Slobodan Praljak beve del veleno dopo il verdetto e si suicida

Slobodan Praljak ha ascoltato la sentenza emessa dei giudici del tribunale dell’Aja. Poi non si è seduto, ma ha estratto una boccetta contente un liquido trasparente. Lo ha bevuto davanti la corte e poco dopo è svenuto. Solo dopo si è scoperto che quel liquido era un veleno, che ha ucciso uno degli sei leader politici e militari responsabili di crimini di guerra nell’ex Jugoslavia.

La seduta di oggi all’Aja doveva confermare la sentenza del 2013 che condannava l’uomo a 20 anni di cercare per i crimini commessi a Mostar. Assieme a lui, il Tpi (Tribunale Penale Internazionale) confermava le pene per altri cinque imputati, Jadranko Prlic, Bruno Stojic, Slobodan Praljak, Milivoj Petkovic, Valentin Coric e Berislav Pušic. Tutti hanno ottenuto pene dai 10 ai 25 anni di carcere.

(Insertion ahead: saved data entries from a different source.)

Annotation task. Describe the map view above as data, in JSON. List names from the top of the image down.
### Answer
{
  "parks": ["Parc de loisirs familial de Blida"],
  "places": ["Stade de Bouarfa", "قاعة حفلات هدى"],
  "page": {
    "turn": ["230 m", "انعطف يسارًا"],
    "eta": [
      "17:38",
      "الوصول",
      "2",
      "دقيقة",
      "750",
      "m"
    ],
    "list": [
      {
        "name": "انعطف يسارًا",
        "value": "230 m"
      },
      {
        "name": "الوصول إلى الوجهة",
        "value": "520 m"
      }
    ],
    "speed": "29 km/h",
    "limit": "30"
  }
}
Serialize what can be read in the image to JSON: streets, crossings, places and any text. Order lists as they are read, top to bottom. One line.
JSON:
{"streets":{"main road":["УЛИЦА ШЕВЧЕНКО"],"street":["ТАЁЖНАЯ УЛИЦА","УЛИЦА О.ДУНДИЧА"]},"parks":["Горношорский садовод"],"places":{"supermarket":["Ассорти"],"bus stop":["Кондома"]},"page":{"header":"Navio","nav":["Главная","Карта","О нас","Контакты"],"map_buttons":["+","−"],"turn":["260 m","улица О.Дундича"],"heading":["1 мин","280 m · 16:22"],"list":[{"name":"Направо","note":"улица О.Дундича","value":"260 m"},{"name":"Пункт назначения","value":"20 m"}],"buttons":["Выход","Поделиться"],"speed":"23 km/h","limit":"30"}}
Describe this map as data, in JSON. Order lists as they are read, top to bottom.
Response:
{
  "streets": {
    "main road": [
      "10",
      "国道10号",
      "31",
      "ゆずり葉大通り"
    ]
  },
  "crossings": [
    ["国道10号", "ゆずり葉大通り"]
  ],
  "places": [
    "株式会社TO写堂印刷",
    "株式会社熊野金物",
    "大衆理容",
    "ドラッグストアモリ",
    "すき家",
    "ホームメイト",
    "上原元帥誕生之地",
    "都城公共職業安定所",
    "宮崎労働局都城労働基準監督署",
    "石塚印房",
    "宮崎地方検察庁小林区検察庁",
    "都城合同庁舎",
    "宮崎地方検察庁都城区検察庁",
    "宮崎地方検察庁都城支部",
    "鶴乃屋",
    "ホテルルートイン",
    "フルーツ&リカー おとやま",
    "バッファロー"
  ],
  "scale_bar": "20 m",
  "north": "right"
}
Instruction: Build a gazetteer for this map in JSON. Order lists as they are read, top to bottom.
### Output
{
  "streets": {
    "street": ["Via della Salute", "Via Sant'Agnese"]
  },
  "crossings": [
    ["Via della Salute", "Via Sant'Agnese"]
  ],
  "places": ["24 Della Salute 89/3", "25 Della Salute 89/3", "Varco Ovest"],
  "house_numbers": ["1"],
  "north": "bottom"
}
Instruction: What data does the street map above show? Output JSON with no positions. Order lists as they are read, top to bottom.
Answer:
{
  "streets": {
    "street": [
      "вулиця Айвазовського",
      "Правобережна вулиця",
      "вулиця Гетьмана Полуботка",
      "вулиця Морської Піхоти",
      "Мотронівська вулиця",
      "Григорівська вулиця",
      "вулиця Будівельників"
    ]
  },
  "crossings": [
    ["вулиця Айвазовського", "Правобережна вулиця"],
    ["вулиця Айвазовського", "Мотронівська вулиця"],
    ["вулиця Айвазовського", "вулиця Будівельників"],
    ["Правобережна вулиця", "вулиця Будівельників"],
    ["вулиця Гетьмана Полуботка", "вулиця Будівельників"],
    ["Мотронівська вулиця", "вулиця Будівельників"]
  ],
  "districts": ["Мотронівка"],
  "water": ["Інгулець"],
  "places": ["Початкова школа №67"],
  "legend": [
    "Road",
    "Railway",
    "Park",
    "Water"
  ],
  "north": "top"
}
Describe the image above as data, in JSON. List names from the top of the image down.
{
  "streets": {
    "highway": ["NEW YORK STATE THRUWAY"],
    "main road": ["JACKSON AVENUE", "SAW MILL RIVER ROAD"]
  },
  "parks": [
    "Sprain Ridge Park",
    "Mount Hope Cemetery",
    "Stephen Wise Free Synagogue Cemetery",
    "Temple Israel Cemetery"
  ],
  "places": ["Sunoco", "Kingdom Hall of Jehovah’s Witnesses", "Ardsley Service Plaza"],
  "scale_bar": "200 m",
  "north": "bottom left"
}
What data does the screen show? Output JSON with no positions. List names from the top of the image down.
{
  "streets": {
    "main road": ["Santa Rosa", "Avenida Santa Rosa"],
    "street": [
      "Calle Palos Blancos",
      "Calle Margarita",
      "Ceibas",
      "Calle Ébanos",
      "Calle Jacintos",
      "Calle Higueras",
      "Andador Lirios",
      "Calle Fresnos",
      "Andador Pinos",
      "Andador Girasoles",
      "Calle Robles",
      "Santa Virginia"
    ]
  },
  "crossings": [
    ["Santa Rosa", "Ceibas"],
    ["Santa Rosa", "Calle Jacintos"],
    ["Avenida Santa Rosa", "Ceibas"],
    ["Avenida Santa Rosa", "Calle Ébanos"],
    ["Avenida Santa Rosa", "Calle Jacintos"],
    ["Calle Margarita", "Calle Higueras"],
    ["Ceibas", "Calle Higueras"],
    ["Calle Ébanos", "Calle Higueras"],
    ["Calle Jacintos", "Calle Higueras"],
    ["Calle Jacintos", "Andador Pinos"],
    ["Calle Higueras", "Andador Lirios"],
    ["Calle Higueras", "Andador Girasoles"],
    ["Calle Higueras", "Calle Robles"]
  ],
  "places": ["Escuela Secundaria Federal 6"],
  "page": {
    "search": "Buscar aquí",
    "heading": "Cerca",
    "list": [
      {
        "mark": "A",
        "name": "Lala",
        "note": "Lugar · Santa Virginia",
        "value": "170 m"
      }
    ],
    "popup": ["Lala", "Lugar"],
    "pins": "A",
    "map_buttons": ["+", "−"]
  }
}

Slobodan Praljak: “Non sono un criminale”

Era in diretta televisiva, Praljak, quando si è alzato in piedi, ha affermato «Non sono un criminale» e ha ingerito un liquido da una boccetta che aveva in tasca. Il suo avvocato ha subito dato l’allarme, avvertendo le guardie di sicurezza, ma l’uomo è svenuto, morendo poco dopo. I giudici hanno interrotto la seduta.

La settimana scorsa era stato condannato un altro criminale dal Tpi all’Aja, Ratko Mladic. Era denominato il macellaio di Srebrenica, per il genocidio dei mussulmani durante la guerra dei Blacani.

I crimini di Praljak negli anni ’90

Nel 2013, Praljak era stato condannato a 20 anni per i crimini commessi per il suo ruolo di ufficiale nel governo della Croazia e comandante dell’esercito dell’Herzeg-Bosnia. Difatti, l’uomo aveva il compito di mantenere i rapporti tra lo Stato della Herzeg-Bosnia e il Governo di Zagabria. In più, era comandante dell’esercito e ufficiale del ministero della Difesa croato.

I giudici lo hanno inoltre riconosciuto responsabile della distruzione del ponte Stari Most di Mostar, un collegamento non solo fisico ma anche tra le diverse culture. Il ponte venne abbattuto tra l’8 e il 9 novembre 1993, bloccando la popolazione mussulmana che venne trucidata in quegli stessi anni.